Selecting a subset of columns

I put the results of the previous step into Excel, then parsed it to get the names of the fields. I create a column YN for whether we wanted to keep it, filtered just for them, and the renamed them in a big, long select statemet. At least this gets it down to 70-some fields, which is still a lot, but they also have shorter names for typing. Look at the file here called rename_select_contract_variables.xlsx to see how it’s done.

Here is a quote on how to create a unique ID for each transaction:

The unique_transaction_ids were assigned by the legacy database and, therefore, couldn’t be transferred over to the new USAspending.gov database. However, you can create your own by concatenation.

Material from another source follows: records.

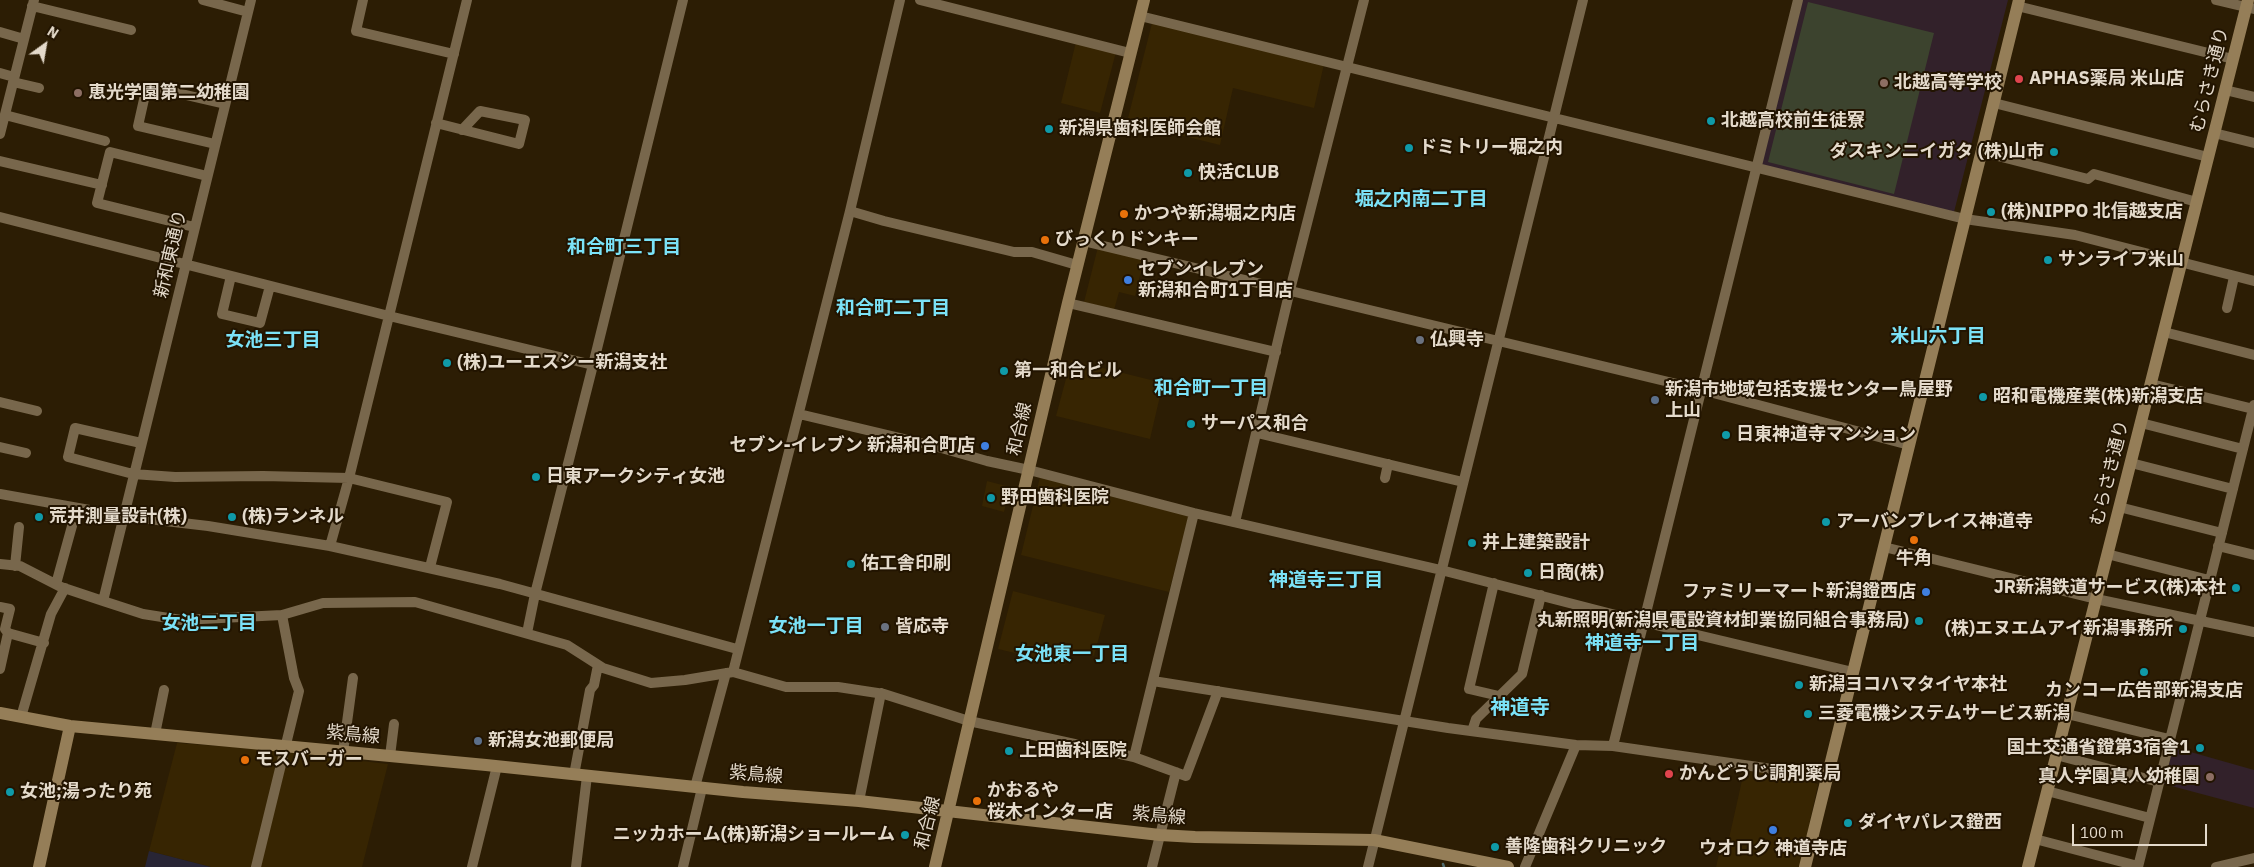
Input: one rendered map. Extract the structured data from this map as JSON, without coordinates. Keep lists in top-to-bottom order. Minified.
{"streets":{"street":["むらさき通り","新和東通り","和合線","紫鳥線"]},"crossings":[["和合線","紫鳥線"]],"districts":["堀之内南二丁目","和合町三丁目","和合町二丁目","米山六丁目","女池三丁目","和合町一丁目","神道寺三丁目","女池二丁目","女池一丁目","神道寺一丁目","女池東一丁目","神道寺"],"places":["APHAS薬局 米山店","北越高等学校","恵光学園第二幼稚園","北越高校前生徒寮","新潟県歯科医師会館","ドミトリー堀之内","ダスキンニイガタ (株)山市","快活CLUB","(株)NIPPO 北信越支店","かつや新潟堀之内店","びっくりドンキー","サンライフ米山","セブンイレブン 新潟和合町1丁目店","仏興寺","(株)ユーエスシー新潟支社","第一和合ビル","昭和電機産業(株)新潟支店","新潟市地域包括支援センター鳥屋野 上山","サーパス和合","日東神道寺マンション","セブン-イレブン 新潟和合町店","日東アークシティ女池","野田歯科医院","荒井測量設計(株)","(株)ランネル","アーバンプレイス神道寺","牛角","井上建築設計","佑工舎印刷","日商(株)","JR新潟鉄道サービス(株)本社","ファミリーマート新潟鐙西店","丸新照明(新潟県電設資材卸業協同組合事務局)","皆応寺","(株)エヌエムアイ新潟事務所","カンコー広告部新潟支店","新潟ヨコハマタイヤ本社","三菱電機システムサービス新潟","新潟女池郵便局","国土交通省鐙第3宿舎1","上田歯科医院","モスバーガー","かんどうじ調剤薬局","真人学園真人幼稚園","女池;湯ったり苑","かおるや 桜木インター店","ダイヤパレス鐙西","ウオロク 神道寺店","ニッカホーム(株)新潟ショールーム","善隆歯科クリニック"],"scale_bar":"100 m","north":"top right"}
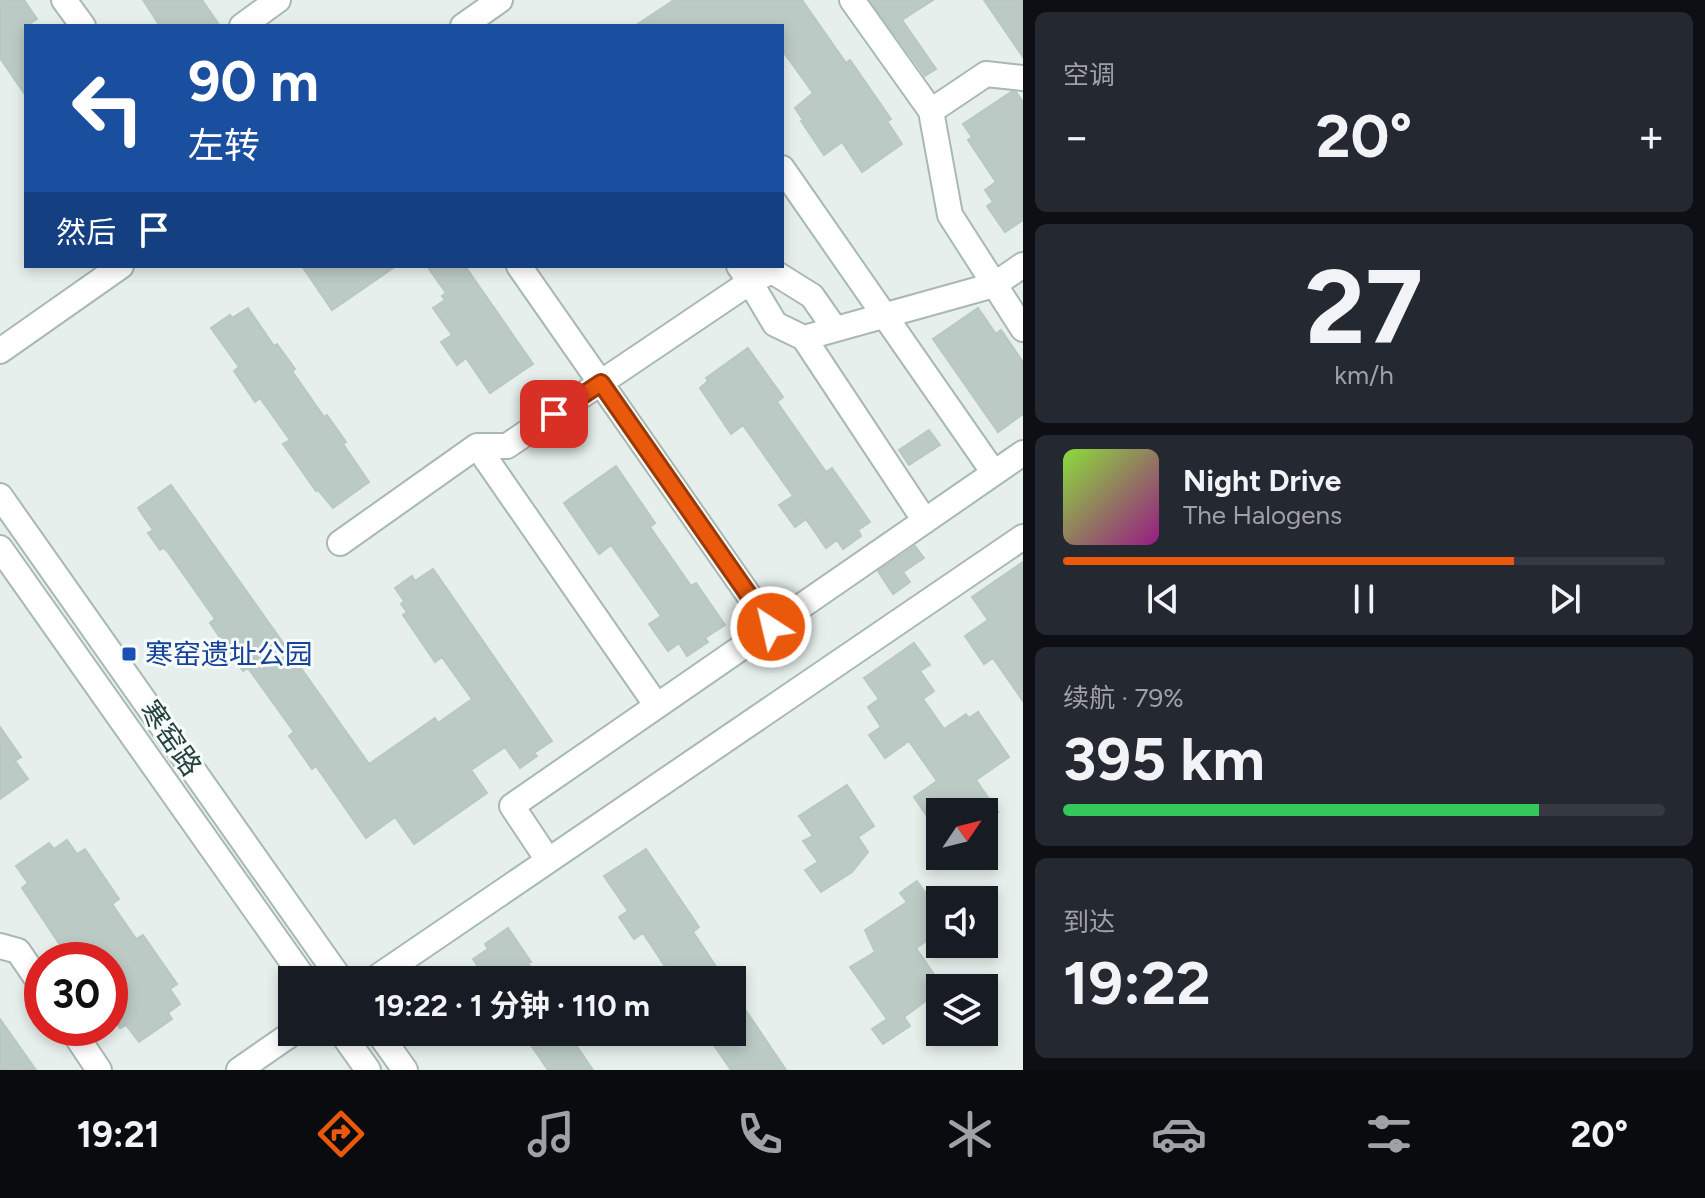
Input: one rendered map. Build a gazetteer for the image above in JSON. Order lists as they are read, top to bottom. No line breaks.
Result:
{"streets":{"street":["寒窑路"]},"places":{"transit":["寒窑遗址公园"]},"north":"top right","page":{"tile":["空调",["27","km/h"],["续航 · 79%","395 km"],["到达","19:22"]],"turn":["90 m","左转"],"heat":["−","20°","+"],"then":"然后","song":["Night Drive","The Halogens"],"limit":"30","trip":"19:22 · 1 分钟 · 110 m","tabs":["19:21","20°"]}}
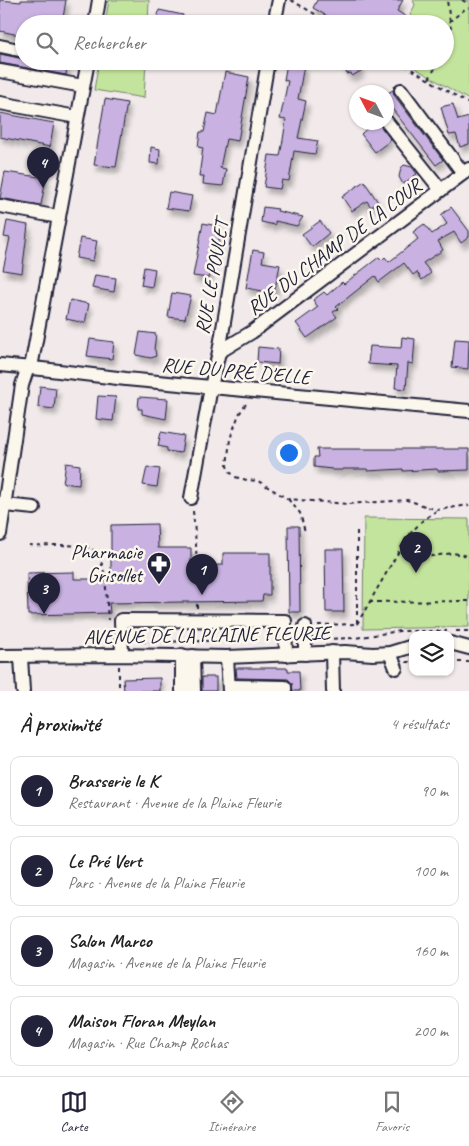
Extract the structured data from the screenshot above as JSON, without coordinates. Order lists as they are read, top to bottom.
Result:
{
  "streets": {
    "street": [
      "RUE DU CHAMP DE LA COUR",
      "RUE LE POULET",
      "RUE DU PRÉ D'ELLE",
      "AVENUE DE LA PLAINE FLEURIE"
    ]
  },
  "crossings": [
    ["RUE DU CHAMP DE LA COUR", "RUE LE POULET"],
    ["RUE LE POULET", "RUE DU PRÉ D'ELLE"]
  ],
  "places": {
    "pharmacy": ["Pharmacie Grisollet"]
  },
  "north": "top left",
  "page": {
    "search": "Rechercher",
    "pins": [
      "4",
      "2",
      "1",
      "3"
    ],
    "heading": ["À proximité", "4 résultats"],
    "list": [
      {
        "mark": "1",
        "name": "Brasserie le K",
        "note": "Restaurant · Avenue de la Plaine Fleurie",
        "value": "90 m"
      },
      {
        "mark": "2",
        "name": "Le Pré Vert",
        "note": "Parc · Avenue de la Plaine Fleurie",
        "value": "100 m"
      },
      {
        "mark": "3",
        "name": "Salon Marco",
        "note": "Magasin · Avenue de la Plaine Fleurie",
        "value": "160 m"
      },
      {
        "mark": "4",
        "name": "Maison Floran Meylan",
        "note": "Magasin · Rue Champ Rochas",
        "value": "200 m"
      }
    ],
    "nav": ["Carte", "Itinéraire", "Favoris"]
  }
}
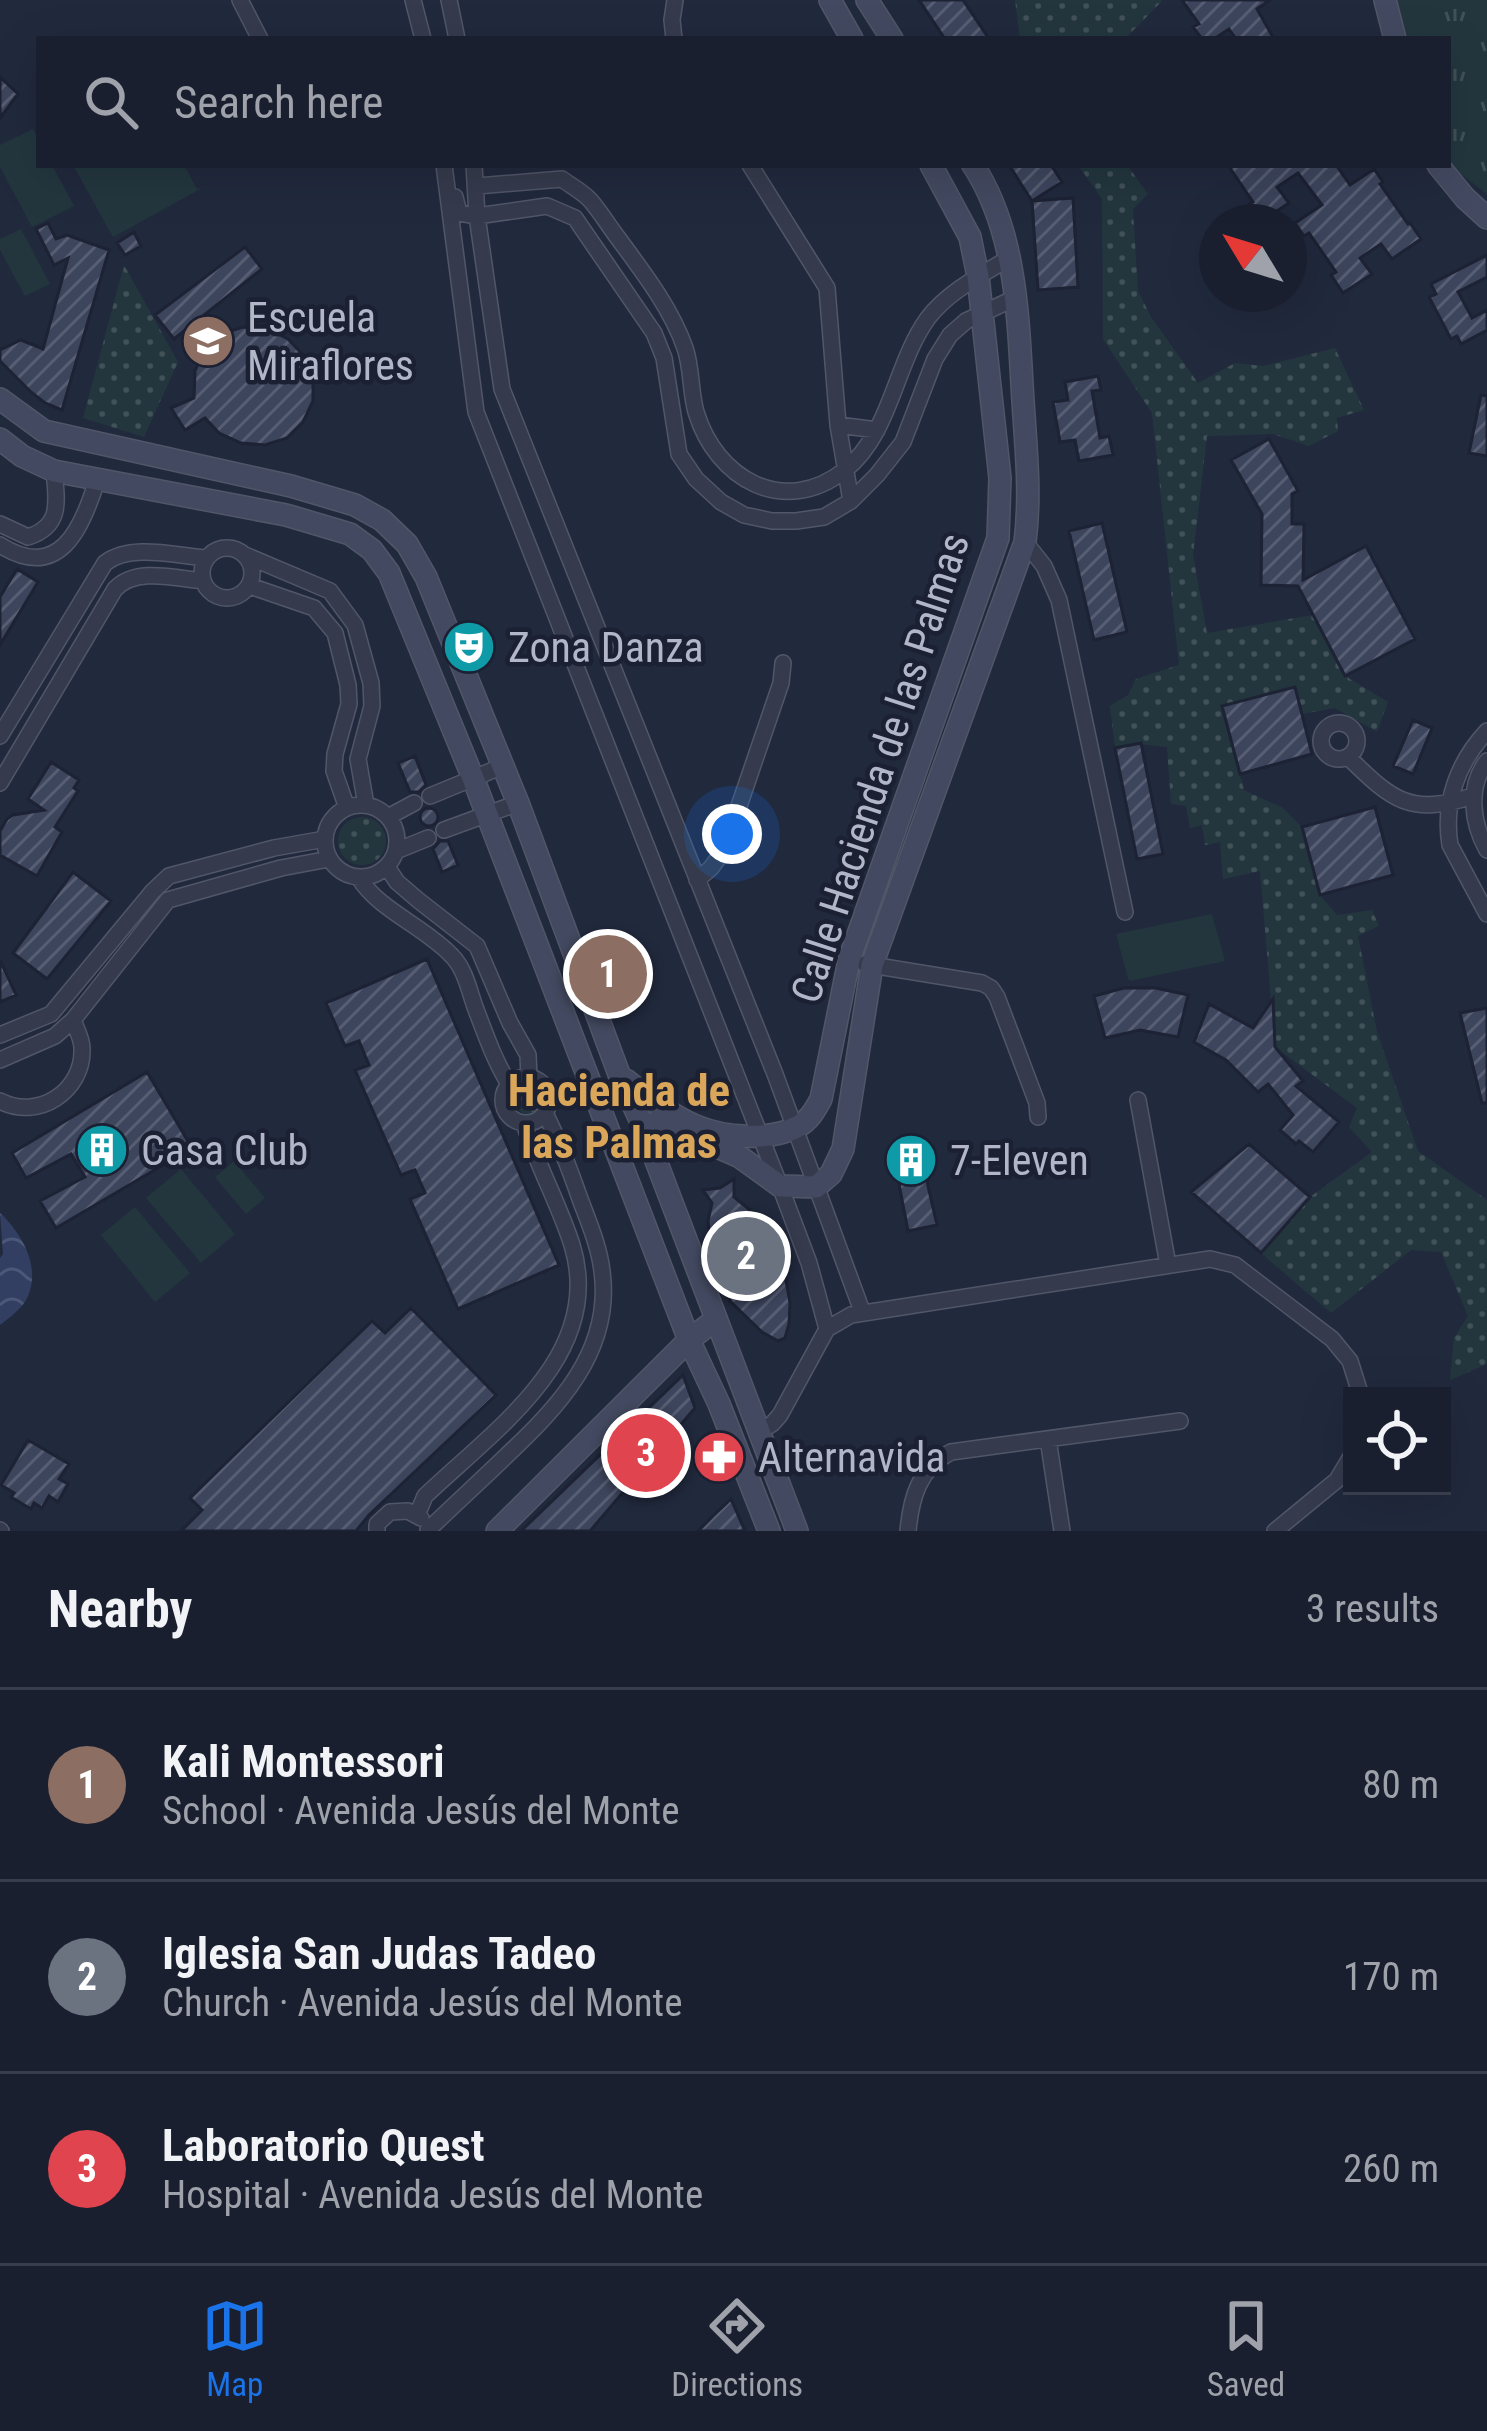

For contracts, you’d need these 6 fields: award_id_piid, modification_number, transaction_number, parent_award_id, parent_award_modification_number, and awarding_sub_agency_code.

Also, the analyst’s guide mentioned above has some really important information. For example:

Finally, it’s worth noting that if all initially obligated money isn’t used, the last modification will display a negative amount. For example, if an initial contract was made for $10,000 and an agency only used $9,000 of that initial obligation, the last record would display an amount of -$1,000.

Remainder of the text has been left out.